(Dataset entries)

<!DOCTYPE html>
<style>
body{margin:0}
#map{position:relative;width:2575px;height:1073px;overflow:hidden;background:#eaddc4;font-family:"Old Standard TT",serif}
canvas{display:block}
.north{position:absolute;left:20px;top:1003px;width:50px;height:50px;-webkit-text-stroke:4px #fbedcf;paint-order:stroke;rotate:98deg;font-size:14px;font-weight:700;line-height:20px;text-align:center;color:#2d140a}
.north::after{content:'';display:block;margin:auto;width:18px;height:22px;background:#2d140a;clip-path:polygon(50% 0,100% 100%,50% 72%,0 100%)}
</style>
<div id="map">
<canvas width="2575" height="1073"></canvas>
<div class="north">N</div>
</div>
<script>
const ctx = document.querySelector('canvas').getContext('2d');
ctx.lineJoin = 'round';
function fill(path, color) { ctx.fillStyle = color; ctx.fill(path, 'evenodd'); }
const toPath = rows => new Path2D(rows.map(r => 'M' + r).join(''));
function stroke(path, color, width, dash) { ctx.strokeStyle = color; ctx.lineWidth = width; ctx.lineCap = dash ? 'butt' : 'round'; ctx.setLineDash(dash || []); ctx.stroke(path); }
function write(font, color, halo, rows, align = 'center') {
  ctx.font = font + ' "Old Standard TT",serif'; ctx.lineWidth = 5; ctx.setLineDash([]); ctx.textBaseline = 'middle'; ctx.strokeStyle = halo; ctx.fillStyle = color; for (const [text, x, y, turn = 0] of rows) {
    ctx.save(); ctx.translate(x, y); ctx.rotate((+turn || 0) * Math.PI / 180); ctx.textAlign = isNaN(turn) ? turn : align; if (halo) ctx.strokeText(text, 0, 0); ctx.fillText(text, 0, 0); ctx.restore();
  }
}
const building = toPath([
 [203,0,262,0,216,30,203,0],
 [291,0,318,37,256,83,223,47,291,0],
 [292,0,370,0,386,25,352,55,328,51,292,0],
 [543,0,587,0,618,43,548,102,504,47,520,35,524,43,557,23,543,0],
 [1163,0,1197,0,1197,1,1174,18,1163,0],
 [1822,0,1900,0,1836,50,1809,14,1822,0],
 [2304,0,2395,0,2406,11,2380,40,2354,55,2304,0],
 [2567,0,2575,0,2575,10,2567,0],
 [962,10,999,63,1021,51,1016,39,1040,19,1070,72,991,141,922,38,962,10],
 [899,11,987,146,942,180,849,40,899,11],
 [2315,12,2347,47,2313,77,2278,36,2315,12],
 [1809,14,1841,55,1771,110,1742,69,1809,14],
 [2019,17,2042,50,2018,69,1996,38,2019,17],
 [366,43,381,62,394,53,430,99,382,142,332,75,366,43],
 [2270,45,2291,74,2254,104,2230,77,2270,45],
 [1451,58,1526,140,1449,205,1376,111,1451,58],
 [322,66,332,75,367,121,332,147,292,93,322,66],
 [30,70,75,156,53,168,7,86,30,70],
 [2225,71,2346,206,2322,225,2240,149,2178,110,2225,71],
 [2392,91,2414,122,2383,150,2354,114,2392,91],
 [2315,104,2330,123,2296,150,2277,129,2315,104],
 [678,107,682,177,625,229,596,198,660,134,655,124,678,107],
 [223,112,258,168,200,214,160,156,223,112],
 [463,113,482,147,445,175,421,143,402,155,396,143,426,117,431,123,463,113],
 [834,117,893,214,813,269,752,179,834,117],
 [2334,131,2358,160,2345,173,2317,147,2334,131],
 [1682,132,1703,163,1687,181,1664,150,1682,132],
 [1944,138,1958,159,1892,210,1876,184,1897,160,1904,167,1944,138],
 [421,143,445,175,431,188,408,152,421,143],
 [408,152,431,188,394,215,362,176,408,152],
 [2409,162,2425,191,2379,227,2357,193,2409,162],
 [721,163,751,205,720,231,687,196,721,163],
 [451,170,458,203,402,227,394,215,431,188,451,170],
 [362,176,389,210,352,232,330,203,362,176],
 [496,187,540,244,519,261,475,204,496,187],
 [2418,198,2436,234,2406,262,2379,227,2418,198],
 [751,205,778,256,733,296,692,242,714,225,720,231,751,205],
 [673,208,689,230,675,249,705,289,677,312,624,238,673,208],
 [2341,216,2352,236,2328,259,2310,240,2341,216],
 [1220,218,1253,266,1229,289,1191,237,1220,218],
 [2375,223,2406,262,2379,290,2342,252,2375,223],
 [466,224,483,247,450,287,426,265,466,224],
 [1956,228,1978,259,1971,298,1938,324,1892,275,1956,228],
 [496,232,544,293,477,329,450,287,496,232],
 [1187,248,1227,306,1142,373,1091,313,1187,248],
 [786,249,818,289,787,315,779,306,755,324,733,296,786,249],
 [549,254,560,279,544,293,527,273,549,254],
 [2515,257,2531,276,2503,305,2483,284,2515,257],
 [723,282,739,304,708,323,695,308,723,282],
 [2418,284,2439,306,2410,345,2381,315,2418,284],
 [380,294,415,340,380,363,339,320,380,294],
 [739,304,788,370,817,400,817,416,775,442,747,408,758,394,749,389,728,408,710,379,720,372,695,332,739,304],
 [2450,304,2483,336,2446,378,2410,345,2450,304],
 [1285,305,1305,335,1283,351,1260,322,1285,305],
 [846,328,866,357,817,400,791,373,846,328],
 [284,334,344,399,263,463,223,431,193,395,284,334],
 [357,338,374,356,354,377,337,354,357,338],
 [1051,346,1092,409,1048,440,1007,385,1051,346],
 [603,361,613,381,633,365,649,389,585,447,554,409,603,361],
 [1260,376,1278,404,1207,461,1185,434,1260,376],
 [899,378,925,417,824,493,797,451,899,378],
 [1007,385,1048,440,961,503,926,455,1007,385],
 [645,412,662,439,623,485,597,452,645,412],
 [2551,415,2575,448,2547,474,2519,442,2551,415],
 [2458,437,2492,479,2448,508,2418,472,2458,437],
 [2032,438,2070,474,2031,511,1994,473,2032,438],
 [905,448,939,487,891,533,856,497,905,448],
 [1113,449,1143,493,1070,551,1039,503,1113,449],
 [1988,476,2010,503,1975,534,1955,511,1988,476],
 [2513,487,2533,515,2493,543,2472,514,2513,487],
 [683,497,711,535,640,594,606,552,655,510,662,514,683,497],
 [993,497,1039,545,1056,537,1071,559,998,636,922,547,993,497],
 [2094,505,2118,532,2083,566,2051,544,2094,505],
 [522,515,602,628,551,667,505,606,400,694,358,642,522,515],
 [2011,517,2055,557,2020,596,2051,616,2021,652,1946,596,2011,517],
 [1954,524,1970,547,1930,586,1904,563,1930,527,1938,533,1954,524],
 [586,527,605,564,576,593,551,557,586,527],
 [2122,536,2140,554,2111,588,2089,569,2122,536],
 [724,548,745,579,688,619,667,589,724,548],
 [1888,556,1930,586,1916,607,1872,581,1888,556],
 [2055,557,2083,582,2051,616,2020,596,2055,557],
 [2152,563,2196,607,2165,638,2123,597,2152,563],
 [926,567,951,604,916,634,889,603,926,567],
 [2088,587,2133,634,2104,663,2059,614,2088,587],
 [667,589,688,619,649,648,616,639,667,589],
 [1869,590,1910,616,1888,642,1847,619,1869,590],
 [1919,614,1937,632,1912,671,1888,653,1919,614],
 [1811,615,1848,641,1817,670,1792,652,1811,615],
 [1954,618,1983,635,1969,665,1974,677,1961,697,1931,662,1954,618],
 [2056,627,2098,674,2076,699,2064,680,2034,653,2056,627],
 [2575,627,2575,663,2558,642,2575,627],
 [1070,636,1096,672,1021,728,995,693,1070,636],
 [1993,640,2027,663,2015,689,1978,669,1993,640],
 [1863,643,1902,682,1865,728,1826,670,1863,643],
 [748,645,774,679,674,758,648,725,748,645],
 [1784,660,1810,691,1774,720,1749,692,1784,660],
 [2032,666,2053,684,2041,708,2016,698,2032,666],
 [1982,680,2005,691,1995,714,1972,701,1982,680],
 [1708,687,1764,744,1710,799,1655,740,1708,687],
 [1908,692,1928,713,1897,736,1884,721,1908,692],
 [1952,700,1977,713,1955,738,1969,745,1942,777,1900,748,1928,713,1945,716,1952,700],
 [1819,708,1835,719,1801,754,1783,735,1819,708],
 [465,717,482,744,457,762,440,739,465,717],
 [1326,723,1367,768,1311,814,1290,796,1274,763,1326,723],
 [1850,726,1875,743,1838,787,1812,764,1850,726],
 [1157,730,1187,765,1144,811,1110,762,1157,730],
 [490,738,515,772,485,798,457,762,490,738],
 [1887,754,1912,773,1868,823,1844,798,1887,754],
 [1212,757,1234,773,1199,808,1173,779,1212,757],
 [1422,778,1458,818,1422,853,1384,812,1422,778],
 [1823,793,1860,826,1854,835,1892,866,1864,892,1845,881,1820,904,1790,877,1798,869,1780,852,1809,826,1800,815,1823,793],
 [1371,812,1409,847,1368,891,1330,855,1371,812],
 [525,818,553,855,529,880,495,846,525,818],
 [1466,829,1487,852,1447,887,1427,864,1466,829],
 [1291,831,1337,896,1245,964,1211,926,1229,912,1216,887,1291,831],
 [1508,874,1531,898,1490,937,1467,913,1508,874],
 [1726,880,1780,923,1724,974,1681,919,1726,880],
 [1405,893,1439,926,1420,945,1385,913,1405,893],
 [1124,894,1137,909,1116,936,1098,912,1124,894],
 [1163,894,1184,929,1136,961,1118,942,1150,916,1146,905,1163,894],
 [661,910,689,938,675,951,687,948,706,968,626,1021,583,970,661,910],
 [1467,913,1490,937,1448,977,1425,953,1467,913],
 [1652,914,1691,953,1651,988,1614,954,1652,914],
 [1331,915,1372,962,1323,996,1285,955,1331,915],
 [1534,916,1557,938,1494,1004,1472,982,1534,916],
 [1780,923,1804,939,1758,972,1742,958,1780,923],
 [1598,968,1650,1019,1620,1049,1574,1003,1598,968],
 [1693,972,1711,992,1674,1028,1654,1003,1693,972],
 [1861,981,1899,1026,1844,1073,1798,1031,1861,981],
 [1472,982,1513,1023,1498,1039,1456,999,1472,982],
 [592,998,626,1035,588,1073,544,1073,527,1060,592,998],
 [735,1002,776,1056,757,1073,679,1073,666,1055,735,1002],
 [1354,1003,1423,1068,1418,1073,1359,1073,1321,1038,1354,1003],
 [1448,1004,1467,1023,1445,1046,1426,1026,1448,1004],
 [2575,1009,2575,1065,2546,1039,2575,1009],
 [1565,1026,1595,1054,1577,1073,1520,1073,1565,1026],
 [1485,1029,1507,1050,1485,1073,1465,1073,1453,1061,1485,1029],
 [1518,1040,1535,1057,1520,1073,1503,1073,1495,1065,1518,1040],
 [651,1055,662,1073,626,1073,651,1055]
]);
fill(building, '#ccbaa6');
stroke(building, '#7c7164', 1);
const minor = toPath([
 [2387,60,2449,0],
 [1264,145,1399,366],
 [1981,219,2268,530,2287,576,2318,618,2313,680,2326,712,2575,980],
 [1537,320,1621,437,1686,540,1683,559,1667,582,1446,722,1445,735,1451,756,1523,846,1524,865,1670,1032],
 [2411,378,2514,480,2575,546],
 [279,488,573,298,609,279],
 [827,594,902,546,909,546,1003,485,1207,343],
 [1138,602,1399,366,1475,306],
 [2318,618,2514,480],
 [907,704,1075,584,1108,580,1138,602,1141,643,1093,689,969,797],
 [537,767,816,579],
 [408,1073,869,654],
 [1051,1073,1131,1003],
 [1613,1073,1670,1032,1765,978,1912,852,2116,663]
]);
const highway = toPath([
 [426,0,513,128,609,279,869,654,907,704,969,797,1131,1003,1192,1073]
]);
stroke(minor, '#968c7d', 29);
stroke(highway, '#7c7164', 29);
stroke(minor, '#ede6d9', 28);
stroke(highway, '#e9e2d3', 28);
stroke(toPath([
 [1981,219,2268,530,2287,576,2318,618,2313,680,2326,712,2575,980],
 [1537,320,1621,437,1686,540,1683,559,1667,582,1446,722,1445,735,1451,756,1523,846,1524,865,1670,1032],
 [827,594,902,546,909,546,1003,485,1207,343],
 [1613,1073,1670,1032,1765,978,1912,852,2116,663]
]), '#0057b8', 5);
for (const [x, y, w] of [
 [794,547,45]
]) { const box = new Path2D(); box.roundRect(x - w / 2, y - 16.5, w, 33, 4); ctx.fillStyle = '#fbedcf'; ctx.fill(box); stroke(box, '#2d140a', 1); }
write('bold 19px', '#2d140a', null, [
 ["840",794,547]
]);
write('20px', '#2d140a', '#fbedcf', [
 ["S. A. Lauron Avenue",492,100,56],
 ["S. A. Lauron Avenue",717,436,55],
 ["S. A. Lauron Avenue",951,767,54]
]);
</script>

● What to work on:
Among the entries above, copy exactly only the lines starting with the one containing "const ctx = document.querySelector('canvas').getContext('2d');" and going through the one containing "const toPath = rows", both ends included.

● Response for this exercise:
const ctx = document.querySelector('canvas').getContext('2d');
ctx.lineJoin = 'round';
function fill(path, color) { ctx.fillStyle = color; ctx.fill(path, 'evenodd'); }
const toPath = rows => new Path2D(rows.map(r => 'M' + r).join(''));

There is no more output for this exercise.